Stored items from a collection:
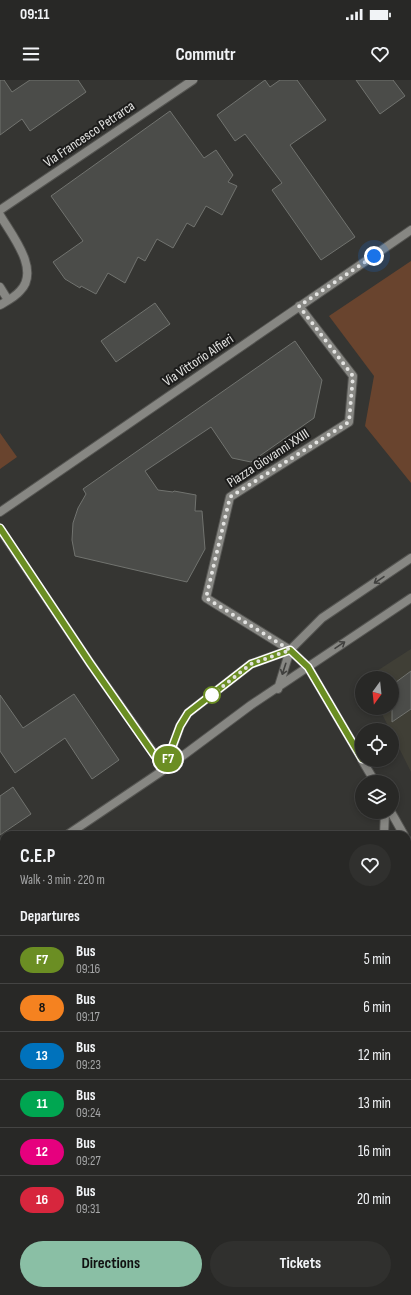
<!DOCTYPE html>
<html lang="en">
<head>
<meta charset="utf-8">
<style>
	body { margin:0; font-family:"Sofia Sans Condensed",sans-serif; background:#30302e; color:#f1f3f6; height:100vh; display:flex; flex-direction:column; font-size:15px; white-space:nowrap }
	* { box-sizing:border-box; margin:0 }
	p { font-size:13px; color:#a5a6a7 }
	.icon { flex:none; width:22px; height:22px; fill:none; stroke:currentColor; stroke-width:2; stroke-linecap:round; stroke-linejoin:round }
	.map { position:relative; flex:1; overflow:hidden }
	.drawer { position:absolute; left:0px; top:751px; width:411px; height:464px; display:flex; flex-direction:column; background:#282826; border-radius:12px 12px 0 0; box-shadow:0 2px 6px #0003,0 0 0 1px #444443 }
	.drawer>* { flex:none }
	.badge { padding:0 8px; border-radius:13px; font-size:14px; line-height:26px }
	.needle { width:26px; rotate:195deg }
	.buttons { position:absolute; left:355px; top:591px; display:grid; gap:8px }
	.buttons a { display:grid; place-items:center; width:44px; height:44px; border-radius:50%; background:#282826; box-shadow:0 2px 6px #0003,0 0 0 1px #444443; font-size:20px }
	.you { position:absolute; width:20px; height:20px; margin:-10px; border:3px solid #fff; border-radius:50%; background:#1a73e8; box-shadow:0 0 0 6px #1a73e833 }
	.map>.badge { position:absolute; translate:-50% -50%; box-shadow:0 0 0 2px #fff }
	h2 { padding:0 20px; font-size:15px; line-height:36px }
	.round { display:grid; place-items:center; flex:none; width:42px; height:42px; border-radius:21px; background:#30302e }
	.overview { display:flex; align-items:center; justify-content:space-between; height:68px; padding:0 20px }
	h1 { font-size:19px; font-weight:700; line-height:30px }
	.primary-button { display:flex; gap:8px; margin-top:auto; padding:8px 20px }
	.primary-button a { flex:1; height:46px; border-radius:24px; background:#8abfa5; color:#111; font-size:16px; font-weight:700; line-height:46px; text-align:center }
	.primary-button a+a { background:#30302e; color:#f1f3f6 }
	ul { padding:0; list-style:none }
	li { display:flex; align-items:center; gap:12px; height:48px; padding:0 20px; border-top:1px solid #444443 }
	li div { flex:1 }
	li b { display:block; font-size:15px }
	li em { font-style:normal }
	li .badge { min-width:44px; font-weight:700; text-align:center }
	.status { display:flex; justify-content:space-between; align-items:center; height:28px; padding:0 20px; background:#282826; direction:ltr }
	.status svg { height:11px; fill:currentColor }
	header { display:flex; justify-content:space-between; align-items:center; height:52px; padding:0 20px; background:#282826; font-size:18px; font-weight:700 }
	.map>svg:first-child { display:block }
	.built { fill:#403f36 }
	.park { fill:#69442e }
	.building { fill:#4b4c49; stroke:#71736f }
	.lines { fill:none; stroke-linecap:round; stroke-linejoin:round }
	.service-casing { stroke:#545451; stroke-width:10 }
	.minor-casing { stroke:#545451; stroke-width:10 }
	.service { stroke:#878783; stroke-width:8 }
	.minor { stroke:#878783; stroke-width:8 }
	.oneway { stroke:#41413f }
	.line-casing { stroke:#fff; stroke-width:9 }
	.line { stroke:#6b8e23; stroke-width:6 }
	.walk { stroke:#e3e3e1; stroke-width:4; stroke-dasharray:0 7.2 }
	.stop-dot { fill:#fff; stroke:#6b8e23; stroke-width:2 }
	.labels { text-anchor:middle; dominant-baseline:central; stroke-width:4; stroke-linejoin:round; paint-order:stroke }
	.street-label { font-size:14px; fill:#e3e3e1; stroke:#1c1c1b }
</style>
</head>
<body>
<div class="status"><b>09:11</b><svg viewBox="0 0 49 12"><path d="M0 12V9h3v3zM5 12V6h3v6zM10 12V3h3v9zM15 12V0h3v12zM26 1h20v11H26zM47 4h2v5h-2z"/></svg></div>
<header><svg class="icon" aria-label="menu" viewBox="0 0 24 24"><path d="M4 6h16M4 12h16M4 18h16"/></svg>Commutr<svg class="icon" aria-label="heart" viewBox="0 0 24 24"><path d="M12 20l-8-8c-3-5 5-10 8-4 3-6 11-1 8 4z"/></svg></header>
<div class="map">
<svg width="411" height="1215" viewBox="0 0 411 1215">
	<rect width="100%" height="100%" fill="#353532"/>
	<path class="built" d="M411 569V692L392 654V650H390L379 628H392V598H366Z"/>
	<path class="park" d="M411 181V403L365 346 374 296 329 236Z
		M0 353 17 377 0 389Z
		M411 824V1156L407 1158V826Z
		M4 1077V1211H314L307 1215H0V1080Z"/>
	<path class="building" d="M0 0H4L12 12 30 0H78L86 12 30 51 22 39 0 55Z
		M265 0 270 7 280 0H297L326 40 290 65 355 157 321 180 272 110 282 103 245 54 235 61 217 35Z
		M356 0H393L405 16 380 34Z
		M170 31 204 78 216 70 233 95 228 102 237 106 222 135 206 126 194 147 187 143 173 168 157 159 145 181 138 177 125 203 108 193 96 214 81 206 80 208 65 199 53 182 83 161 51 116Z
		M155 223 170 244 116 282 101 261Z
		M295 261 322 300 314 338 251 382 232 378 211 347 145 391 158 410 173 412 174 411 196 415 195 431H202L205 469 187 502 75 476 72 460 73 443 78 428 86 414 83 409Z
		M411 591V629L392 642V605Z
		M74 614 119 680 92 699 65 658 15 693 0 671V615L23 648Z
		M13 707 31 734 0 755V716Z"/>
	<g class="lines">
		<defs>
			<path id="service" d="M165 689 180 646 188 633 251 584 290 570"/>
			<path id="minor" d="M0 130 193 0
				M0 135C11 154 41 190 20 211 15 217 7 221 0 225
				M0 207 8 220
				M299 226 353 296 349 342 230 417 206 518 290 570 308 587 362 679
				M0 432 411 150
				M0 449 90 583 165 689
				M278 609 290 570 322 538 411 478
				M362 680 375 702
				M391 732 404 755
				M67 755 165 689 251 625 411 518
				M384 755 385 732
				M407 760 411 767
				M407 784 411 782
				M0 800 4 797
				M0 1045 4 1042"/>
		</defs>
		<use href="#service" class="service-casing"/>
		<use href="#minor" class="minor-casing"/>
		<use href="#service" class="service"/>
		<use href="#minor" class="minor"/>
	</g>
	<defs><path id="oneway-shaft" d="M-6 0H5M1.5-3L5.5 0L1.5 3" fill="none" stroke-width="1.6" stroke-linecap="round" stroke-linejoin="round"/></defs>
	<g class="oneway">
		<use href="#oneway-shaft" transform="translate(379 500) rotate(146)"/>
		<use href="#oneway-shaft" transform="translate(340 565) rotate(-34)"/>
		<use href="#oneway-shaft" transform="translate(284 589) rotate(108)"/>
	</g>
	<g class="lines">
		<defs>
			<path id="line" d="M0 448 90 583 164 689 180 646 188 633 251 584 290 570 308 587 362 679"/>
		</defs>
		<use href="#line" class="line-casing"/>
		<use href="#line" class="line"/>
		<path class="walk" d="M212 615 251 584 290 570 206 518 230 417 349 342 353 296 299 226 374 176"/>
	</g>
	<circle class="stop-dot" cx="212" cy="615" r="8"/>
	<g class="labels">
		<g class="street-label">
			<text transform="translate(89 54) rotate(-34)">Via Francesco Petrarca</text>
			<text transform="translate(198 280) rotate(-34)">Via Vittorio Alfieri</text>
			<text transform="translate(268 378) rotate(-33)">Piazza Giovanni XXIII</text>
		</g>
	</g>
</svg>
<div class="buttons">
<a><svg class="needle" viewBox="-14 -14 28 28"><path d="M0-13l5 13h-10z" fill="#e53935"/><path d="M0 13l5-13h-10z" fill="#a5a6a7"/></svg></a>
<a><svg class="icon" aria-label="locate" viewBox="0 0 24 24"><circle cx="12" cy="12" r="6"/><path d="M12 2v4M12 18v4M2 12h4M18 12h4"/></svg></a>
<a><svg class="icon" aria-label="layers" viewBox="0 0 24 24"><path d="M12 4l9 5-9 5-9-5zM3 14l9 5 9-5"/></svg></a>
</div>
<div class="you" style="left:374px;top:176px"></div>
<b class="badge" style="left:168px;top:679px;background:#6b8e23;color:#fff">F7</b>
<section class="drawer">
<div class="overview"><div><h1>C.E.P</h1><p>Walk · 3 min · 220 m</p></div><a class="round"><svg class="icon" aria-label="heart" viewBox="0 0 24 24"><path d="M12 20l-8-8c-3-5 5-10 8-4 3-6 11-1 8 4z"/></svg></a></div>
<h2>Departures</h2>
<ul>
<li><span class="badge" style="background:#6b8e23;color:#fff">F7</span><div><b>Bus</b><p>09:16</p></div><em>5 min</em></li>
<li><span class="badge" style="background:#f58220;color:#111">8</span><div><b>Bus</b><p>09:17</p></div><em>6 min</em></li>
<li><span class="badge" style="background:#0072bc;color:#fff">13</span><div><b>Bus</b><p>09:23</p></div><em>12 min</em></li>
<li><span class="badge" style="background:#00a651;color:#fff">11</span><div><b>Bus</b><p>09:24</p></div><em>13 min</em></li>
<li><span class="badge" style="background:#e6007e;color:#fff">12</span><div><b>Bus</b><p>09:27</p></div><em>16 min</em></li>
<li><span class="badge" style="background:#d7263d;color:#fff">16</span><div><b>Bus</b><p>09:31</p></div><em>20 min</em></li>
</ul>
<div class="primary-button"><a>Directions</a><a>Tickets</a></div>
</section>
</div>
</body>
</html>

(ASSIGNED TASK): Ending at the line with "padding:0 20px; font-size:15px;", reproduce exactly the lines that begin at the top of the data, and include no pictures.

(OUTPUT BELOW):
<!DOCTYPE html>
<html lang="en">
<head>
<meta charset="utf-8">
<style>
	body { margin:0; font-family:"Sofia Sans Condensed",sans-serif; background:#30302e; color:#f1f3f6; height:100vh; display:flex; flex-direction:column; font-size:15px; white-space:nowrap }
	* { box-sizing:border-box; margin:0 }
	p { font-size:13px; color:#a5a6a7 }
	.icon { flex:none; width:22px; height:22px; fill:none; stroke:currentColor; stroke-width:2; stroke-linecap:round; stroke-linejoin:round }
	.map { position:relative; flex:1; overflow:hidden }
	.drawer { position:absolute; left:0px; top:751px; width:411px; height:464px; display:flex; flex-direction:column; background:#282826; border-radius:12px 12px 0 0; box-shadow:0 2px 6px #0003,0 0 0 1px #444443 }
	.drawer>* { flex:none }
	.badge { padding:0 8px; border-radius:13px; font-size:14px; line-height:26px }
	.needle { width:26px; rotate:195deg }
	.buttons { position:absolute; left:355px; top:591px; display:grid; gap:8px }
	.buttons a { display:grid; place-items:center; width:44px; height:44px; border-radius:50%; background:#282826; box-shadow:0 2px 6px #0003,0 0 0 1px #444443; font-size:20px }
	.you { position:absolute; width:20px; height:20px; margin:-10px; border:3px solid #fff; border-radius:50%; background:#1a73e8; box-shadow:0 0 0 6px #1a73e833 }
	.map>.badge { position:absolute; translate:-50% -50%; box-shadow:0 0 0 2px #fff }
	h2 { padding:0 20px; font-size:15px; line-height:36px }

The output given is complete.